The “Way Down South Suite” spans over even more terrain, if that’s possible. It begins with the darkness carried over from “North” but evolves into a series of ascending chords delivered in a free manner, and an Appalachian melody briefly breaks out. The song builds up to an abrupt false conclusion, and the second part begins. Here, Bley presents a gorgeous passage, traverses in a natural cadence, and wanders but never wanders away from the main thread of his musical narrative. He turns menacing to complete part two. In the next section, another pleasant passage inconspicuously transforms into dense expressions and unrestricted meanderings.

“Flame” uses yet another fetching melody, this time to begin the performance, with a brief, free interludes dropped on the middle of it. But Bley keeps returning to that beauty and later on, the freedom is folded in with the beauty. “Longer” is episodic, much like the rest of the songs, to the point of being nearly like an opera; at different times it’s delicate and thunderous.
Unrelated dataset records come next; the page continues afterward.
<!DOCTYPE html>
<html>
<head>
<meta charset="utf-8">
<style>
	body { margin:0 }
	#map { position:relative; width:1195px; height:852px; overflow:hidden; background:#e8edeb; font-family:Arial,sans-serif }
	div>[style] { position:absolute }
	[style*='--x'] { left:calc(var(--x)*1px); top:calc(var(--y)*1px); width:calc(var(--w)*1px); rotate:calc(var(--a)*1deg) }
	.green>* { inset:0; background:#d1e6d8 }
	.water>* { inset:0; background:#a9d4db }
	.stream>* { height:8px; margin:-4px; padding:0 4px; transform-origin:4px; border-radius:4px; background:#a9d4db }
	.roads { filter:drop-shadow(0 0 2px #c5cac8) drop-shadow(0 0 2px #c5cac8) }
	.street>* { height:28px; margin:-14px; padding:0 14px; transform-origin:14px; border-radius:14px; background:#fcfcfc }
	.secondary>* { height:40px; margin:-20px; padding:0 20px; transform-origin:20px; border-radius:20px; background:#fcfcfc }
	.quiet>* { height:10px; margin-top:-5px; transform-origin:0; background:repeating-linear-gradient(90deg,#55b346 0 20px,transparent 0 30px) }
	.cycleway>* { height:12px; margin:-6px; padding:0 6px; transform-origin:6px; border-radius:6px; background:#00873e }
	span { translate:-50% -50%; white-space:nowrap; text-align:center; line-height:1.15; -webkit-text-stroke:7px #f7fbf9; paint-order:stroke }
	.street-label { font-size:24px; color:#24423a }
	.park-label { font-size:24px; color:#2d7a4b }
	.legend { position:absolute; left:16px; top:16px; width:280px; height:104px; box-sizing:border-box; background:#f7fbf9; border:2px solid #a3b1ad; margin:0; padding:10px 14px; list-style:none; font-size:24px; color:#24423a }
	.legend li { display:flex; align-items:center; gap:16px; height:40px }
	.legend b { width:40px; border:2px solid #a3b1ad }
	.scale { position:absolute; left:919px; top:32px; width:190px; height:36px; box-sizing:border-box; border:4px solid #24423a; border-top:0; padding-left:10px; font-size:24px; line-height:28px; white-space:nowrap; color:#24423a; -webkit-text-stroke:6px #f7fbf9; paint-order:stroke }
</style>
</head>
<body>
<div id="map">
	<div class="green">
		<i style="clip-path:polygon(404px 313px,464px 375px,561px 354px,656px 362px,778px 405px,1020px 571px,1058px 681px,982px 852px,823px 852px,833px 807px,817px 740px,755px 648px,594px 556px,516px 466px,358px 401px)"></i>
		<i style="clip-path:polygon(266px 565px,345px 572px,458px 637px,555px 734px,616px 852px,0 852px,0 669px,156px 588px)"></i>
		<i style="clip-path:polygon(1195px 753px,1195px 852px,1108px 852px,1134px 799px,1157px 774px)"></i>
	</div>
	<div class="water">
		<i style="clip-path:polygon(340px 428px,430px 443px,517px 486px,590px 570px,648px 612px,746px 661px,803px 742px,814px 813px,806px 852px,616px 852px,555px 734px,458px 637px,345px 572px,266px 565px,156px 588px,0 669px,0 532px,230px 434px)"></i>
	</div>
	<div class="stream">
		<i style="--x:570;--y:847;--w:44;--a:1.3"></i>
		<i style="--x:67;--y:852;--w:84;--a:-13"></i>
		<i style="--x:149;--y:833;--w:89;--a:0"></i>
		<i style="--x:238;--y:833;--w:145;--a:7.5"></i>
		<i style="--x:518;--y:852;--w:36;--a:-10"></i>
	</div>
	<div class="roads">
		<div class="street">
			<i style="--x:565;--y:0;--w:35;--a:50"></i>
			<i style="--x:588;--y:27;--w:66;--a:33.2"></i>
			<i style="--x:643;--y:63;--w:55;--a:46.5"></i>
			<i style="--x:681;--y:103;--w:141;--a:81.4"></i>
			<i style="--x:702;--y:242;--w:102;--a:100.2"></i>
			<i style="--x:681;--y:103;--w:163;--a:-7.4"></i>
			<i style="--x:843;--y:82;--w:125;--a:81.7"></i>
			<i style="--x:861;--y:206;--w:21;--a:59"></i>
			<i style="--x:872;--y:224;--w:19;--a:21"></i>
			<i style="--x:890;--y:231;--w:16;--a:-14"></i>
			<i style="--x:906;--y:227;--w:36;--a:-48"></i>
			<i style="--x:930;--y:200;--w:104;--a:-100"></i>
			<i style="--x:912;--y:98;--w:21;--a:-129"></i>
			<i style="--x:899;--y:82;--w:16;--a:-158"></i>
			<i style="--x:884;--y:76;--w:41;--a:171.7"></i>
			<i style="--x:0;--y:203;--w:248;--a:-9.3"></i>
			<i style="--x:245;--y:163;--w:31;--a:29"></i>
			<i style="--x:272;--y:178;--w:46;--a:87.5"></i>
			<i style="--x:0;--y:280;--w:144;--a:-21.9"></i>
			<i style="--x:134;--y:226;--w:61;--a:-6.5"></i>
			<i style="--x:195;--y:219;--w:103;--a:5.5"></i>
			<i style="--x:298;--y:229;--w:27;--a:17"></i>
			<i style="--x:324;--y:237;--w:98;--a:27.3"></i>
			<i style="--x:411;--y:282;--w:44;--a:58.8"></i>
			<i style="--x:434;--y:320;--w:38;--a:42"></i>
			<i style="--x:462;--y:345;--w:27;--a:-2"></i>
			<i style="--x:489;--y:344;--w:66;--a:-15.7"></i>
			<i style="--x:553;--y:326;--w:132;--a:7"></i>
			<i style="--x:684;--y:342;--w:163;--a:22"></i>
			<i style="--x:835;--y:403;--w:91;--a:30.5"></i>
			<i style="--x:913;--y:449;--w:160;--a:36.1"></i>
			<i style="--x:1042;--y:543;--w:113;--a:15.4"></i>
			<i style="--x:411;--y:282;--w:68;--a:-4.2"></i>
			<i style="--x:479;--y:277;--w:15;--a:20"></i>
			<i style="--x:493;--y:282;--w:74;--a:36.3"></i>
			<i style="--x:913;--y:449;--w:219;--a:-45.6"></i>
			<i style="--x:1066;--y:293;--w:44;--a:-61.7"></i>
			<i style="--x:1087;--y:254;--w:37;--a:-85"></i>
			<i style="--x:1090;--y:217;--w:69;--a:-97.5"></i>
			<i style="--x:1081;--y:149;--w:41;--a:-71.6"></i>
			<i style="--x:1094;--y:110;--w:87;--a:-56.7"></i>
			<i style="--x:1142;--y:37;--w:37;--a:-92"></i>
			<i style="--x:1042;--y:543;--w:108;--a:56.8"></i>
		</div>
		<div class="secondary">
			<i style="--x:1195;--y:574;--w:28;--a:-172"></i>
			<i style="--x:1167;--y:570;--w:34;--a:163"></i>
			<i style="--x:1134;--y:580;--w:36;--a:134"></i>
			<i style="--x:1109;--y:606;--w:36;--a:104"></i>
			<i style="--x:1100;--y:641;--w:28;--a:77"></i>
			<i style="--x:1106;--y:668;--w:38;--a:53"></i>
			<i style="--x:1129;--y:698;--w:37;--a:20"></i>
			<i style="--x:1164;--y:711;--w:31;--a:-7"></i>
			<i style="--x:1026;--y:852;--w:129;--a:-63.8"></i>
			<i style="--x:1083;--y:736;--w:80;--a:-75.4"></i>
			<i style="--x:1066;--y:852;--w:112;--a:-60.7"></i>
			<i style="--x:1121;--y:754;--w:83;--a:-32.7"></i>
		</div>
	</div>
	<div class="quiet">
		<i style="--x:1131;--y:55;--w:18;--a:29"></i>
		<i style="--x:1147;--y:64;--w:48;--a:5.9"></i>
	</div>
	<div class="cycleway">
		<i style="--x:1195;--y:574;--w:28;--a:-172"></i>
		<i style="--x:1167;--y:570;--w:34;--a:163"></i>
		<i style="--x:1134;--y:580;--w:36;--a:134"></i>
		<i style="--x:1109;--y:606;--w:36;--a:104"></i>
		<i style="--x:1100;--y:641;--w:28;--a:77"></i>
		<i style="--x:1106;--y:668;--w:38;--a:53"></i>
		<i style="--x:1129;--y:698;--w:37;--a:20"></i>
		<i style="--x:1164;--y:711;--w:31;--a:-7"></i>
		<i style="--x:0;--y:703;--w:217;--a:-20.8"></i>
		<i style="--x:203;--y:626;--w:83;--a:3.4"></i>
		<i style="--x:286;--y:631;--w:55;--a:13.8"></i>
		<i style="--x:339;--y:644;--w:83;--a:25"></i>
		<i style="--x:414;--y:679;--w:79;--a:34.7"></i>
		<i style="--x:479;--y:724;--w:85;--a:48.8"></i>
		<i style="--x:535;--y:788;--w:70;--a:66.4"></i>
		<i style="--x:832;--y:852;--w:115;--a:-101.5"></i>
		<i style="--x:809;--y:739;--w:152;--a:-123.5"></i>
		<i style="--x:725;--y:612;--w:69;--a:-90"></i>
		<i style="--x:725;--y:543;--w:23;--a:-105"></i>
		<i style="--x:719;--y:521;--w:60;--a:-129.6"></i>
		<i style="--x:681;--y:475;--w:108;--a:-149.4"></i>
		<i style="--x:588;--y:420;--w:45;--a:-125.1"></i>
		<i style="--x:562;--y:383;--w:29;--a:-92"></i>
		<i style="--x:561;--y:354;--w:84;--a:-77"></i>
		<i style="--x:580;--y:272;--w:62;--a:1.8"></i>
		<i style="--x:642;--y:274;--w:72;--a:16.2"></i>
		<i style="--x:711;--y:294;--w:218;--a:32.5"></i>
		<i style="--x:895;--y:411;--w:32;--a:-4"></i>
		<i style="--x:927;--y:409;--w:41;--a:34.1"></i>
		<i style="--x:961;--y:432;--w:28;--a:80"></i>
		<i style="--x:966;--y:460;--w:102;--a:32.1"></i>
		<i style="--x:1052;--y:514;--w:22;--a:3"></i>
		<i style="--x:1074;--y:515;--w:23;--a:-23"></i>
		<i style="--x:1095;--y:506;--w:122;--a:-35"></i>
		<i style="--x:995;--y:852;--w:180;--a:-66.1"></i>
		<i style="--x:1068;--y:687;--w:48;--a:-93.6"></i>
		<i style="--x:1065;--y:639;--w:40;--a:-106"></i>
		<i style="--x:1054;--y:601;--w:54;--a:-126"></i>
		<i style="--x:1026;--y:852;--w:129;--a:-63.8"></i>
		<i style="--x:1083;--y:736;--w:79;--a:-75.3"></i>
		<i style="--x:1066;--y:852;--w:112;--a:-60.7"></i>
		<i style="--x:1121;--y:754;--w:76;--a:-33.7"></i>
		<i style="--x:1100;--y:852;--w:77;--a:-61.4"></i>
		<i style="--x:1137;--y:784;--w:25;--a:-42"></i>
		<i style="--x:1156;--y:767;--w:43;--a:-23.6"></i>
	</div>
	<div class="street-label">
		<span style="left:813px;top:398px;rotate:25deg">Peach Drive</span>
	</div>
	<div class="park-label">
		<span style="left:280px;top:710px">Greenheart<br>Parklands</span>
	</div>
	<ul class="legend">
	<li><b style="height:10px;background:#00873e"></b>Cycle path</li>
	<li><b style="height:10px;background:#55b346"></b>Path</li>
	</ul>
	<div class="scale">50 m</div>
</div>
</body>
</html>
Bley’s encore is the only song during the concert he didn’t compose; his former boss Sonny Rollins wrote this one so long ago. The pianist introduces the theme of “Pent-Up House” with little adornment, and then applies his own deconstruction to it, always touching back on familiar fragments of the melody so as to leave markers for the listener. Bley’s unique and incisive interpretations of other people’s songs (especially those of his ex-wife Carla Bley) is yet another part of his legacy, so this is the perfect way to close out the gig.

Play Blue, The Oslo Concert is an unfiltered manifestation of Bley’s genius, proving that even in his final years, his creative light hadn’t dimmed at all.